● DATA SUPPLIED
· · ·
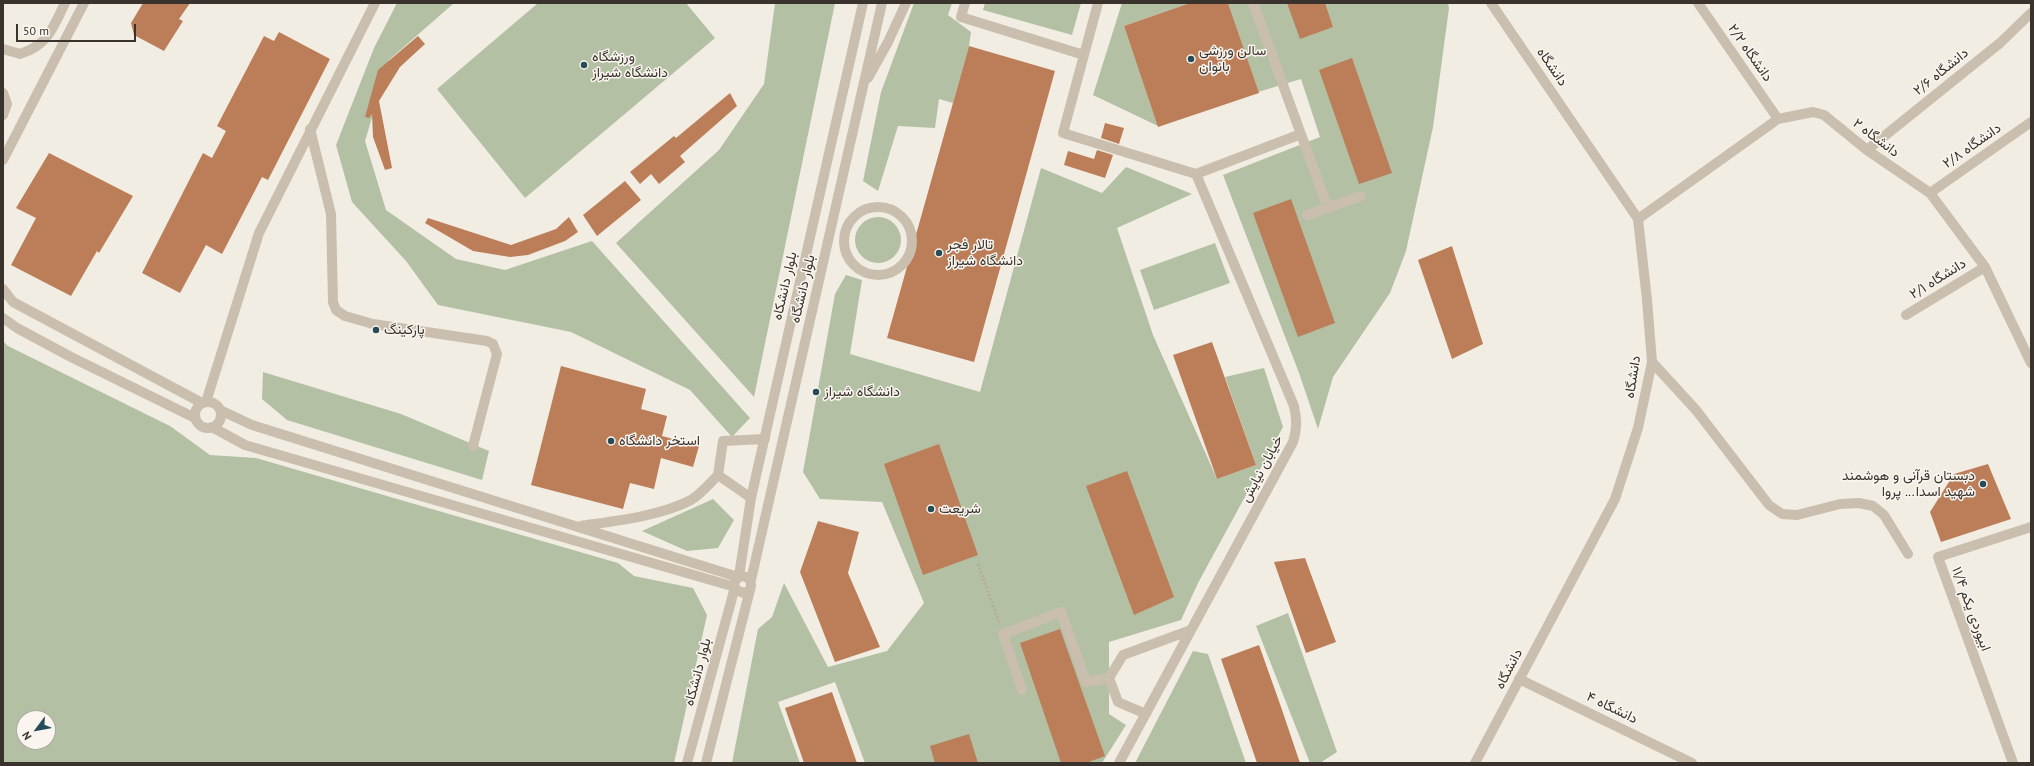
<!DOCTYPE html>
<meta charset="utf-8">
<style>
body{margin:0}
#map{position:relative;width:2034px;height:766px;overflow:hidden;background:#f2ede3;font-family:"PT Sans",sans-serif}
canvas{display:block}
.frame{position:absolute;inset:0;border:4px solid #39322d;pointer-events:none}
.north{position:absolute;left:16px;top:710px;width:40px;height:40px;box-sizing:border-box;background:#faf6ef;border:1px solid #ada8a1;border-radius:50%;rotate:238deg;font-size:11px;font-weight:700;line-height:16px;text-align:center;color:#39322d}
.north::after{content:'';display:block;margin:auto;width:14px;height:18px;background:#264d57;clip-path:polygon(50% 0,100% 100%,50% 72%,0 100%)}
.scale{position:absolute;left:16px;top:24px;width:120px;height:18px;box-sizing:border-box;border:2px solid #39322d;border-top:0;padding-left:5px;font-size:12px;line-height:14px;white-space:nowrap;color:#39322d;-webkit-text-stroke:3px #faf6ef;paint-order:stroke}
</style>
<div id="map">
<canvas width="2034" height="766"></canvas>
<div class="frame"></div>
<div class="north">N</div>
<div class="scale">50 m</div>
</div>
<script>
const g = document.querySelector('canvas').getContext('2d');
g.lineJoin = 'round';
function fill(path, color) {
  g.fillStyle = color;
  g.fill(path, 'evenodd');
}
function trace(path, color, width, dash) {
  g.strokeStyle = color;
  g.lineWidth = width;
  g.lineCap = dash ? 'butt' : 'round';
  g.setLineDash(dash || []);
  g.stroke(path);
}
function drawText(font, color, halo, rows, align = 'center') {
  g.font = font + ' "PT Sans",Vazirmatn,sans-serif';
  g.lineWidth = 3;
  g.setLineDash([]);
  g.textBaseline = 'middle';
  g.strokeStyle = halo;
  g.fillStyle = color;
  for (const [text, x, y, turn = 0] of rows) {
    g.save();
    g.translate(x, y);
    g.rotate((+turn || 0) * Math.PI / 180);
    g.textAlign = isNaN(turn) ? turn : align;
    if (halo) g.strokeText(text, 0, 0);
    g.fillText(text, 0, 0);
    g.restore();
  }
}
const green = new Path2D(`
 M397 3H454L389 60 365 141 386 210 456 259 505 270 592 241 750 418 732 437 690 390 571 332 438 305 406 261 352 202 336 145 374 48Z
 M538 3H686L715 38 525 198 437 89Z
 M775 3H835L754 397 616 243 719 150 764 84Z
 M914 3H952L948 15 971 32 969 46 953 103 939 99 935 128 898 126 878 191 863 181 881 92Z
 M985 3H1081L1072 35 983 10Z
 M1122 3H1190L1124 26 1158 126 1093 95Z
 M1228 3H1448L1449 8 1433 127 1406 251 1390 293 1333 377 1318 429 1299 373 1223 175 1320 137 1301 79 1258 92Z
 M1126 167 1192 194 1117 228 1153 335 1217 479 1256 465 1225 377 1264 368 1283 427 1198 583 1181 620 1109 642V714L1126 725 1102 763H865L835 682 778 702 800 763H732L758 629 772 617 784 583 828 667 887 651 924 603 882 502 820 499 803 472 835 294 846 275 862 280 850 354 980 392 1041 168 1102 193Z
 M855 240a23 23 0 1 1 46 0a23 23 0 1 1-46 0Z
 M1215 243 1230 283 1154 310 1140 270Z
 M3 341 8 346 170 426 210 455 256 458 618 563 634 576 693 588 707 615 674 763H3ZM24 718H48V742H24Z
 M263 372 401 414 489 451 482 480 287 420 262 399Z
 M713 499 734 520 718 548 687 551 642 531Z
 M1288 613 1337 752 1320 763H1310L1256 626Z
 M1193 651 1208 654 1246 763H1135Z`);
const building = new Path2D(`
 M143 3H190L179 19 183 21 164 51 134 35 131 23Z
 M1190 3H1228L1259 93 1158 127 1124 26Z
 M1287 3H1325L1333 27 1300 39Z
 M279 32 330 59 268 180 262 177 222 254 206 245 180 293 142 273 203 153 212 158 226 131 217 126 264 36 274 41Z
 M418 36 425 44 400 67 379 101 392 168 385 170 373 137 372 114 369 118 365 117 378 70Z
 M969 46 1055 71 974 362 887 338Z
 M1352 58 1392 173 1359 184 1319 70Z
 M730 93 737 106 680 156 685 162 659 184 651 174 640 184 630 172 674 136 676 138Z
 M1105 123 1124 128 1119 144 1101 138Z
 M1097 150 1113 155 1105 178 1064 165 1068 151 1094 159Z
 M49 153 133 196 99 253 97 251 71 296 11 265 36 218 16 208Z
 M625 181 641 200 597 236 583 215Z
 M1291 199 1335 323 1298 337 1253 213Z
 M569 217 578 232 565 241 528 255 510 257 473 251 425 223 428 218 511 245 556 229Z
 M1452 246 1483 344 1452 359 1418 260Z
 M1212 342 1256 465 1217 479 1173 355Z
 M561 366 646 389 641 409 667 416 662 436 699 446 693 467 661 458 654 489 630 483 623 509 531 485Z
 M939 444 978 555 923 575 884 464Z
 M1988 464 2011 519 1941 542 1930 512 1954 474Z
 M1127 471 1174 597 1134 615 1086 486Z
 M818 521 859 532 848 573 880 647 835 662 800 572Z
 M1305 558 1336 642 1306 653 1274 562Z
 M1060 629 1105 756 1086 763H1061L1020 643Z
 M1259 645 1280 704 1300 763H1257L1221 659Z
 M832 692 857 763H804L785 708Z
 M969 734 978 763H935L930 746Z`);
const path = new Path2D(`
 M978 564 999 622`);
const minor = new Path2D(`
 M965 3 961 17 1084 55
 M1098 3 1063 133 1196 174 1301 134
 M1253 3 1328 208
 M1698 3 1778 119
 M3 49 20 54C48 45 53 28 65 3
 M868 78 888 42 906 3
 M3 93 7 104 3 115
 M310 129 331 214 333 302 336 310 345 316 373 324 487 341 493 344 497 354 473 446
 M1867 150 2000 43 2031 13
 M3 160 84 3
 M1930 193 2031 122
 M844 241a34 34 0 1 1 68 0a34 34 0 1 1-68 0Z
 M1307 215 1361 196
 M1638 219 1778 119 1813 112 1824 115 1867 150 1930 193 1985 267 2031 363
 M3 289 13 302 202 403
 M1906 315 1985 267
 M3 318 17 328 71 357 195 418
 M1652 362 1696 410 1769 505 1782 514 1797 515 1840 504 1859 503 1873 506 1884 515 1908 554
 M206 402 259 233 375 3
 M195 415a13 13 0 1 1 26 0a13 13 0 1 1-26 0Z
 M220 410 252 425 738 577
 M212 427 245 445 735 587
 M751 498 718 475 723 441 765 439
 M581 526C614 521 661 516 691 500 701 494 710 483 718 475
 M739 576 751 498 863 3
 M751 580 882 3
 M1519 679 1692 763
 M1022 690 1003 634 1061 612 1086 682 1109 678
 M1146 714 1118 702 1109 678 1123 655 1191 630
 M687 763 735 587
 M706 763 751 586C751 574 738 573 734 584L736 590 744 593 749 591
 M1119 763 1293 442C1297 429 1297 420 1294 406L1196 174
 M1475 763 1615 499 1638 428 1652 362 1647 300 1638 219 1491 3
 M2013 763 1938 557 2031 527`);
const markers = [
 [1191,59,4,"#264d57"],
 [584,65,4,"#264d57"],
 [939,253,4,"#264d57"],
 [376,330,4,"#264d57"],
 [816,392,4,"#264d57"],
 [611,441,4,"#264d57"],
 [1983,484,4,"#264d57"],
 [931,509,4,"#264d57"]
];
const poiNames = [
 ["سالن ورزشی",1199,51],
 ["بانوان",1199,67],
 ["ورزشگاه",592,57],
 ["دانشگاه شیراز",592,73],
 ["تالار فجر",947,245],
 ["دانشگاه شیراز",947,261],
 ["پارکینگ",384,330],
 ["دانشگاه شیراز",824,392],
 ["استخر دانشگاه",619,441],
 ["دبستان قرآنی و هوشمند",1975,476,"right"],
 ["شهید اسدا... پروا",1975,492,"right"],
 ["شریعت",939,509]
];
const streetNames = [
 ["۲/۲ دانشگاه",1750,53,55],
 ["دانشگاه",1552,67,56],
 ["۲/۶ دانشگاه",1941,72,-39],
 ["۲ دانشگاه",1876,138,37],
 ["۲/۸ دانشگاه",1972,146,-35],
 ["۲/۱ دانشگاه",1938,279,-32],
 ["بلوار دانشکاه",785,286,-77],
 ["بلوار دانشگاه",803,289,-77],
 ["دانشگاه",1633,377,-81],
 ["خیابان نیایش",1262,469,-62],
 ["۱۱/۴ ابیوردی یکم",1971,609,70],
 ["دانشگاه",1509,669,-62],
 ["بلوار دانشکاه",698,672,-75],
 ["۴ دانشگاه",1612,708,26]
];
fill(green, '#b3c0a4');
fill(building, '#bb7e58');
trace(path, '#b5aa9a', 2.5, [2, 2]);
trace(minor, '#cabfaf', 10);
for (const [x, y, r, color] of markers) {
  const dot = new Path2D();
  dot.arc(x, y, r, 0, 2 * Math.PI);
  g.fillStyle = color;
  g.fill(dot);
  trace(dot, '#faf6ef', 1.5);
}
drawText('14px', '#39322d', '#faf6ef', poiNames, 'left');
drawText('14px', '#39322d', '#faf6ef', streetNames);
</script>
· · ·
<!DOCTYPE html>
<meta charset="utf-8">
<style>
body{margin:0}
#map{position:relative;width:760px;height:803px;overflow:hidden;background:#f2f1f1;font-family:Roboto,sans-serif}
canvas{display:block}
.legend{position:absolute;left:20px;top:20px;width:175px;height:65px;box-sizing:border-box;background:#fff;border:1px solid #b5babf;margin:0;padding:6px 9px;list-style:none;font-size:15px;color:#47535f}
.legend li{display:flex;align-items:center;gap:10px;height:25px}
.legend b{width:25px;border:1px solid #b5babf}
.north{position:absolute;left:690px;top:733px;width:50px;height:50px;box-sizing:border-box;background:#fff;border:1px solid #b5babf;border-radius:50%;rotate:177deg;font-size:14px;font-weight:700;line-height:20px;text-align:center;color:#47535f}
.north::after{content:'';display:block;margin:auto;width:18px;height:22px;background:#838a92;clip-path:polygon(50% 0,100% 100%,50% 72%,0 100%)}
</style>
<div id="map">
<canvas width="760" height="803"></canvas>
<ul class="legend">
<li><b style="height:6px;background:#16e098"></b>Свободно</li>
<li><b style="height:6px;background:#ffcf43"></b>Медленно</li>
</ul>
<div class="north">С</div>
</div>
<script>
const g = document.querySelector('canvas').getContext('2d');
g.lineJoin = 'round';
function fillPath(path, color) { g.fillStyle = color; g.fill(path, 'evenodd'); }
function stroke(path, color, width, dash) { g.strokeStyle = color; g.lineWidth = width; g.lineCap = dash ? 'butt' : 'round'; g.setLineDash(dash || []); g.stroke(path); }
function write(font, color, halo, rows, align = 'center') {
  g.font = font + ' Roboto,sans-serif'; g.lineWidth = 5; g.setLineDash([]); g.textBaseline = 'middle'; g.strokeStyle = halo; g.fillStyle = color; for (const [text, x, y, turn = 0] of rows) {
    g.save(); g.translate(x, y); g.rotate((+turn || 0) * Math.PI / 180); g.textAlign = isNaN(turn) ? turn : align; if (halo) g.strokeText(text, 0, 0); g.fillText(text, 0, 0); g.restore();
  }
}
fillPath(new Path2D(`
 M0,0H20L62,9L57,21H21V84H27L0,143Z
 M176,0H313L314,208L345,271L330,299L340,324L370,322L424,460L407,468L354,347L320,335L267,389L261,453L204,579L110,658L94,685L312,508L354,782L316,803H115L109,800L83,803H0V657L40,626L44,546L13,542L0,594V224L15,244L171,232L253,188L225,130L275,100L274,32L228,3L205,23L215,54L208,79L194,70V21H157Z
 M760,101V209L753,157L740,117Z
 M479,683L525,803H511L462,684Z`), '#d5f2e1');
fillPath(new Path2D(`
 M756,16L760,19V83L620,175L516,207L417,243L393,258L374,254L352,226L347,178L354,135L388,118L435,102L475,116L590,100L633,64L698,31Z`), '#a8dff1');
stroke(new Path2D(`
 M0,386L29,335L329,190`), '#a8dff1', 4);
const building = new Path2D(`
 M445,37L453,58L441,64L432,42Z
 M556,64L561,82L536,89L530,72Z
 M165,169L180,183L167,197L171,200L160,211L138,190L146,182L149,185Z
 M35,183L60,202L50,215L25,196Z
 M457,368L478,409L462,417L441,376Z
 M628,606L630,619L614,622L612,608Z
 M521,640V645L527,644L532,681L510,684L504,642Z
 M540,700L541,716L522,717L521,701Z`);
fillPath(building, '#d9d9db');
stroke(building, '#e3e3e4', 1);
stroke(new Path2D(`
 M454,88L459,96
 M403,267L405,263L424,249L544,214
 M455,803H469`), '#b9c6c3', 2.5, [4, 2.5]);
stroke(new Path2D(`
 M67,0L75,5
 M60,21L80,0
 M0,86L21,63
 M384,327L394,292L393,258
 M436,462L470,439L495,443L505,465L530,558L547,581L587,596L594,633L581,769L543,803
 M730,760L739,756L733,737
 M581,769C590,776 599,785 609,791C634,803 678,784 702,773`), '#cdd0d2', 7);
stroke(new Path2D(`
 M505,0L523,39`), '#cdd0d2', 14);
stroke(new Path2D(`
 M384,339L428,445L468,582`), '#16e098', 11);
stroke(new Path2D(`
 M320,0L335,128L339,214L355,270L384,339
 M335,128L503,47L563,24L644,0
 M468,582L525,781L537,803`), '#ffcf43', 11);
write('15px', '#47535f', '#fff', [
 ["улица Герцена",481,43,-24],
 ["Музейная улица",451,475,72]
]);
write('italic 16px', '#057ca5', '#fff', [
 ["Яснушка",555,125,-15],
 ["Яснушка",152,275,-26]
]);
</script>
· · ·
● WHAT YOU NEED TO DO
Note how many lines of the material contain the string "evenodd". Then report that number by itself.

● WRITTEN REPLY
2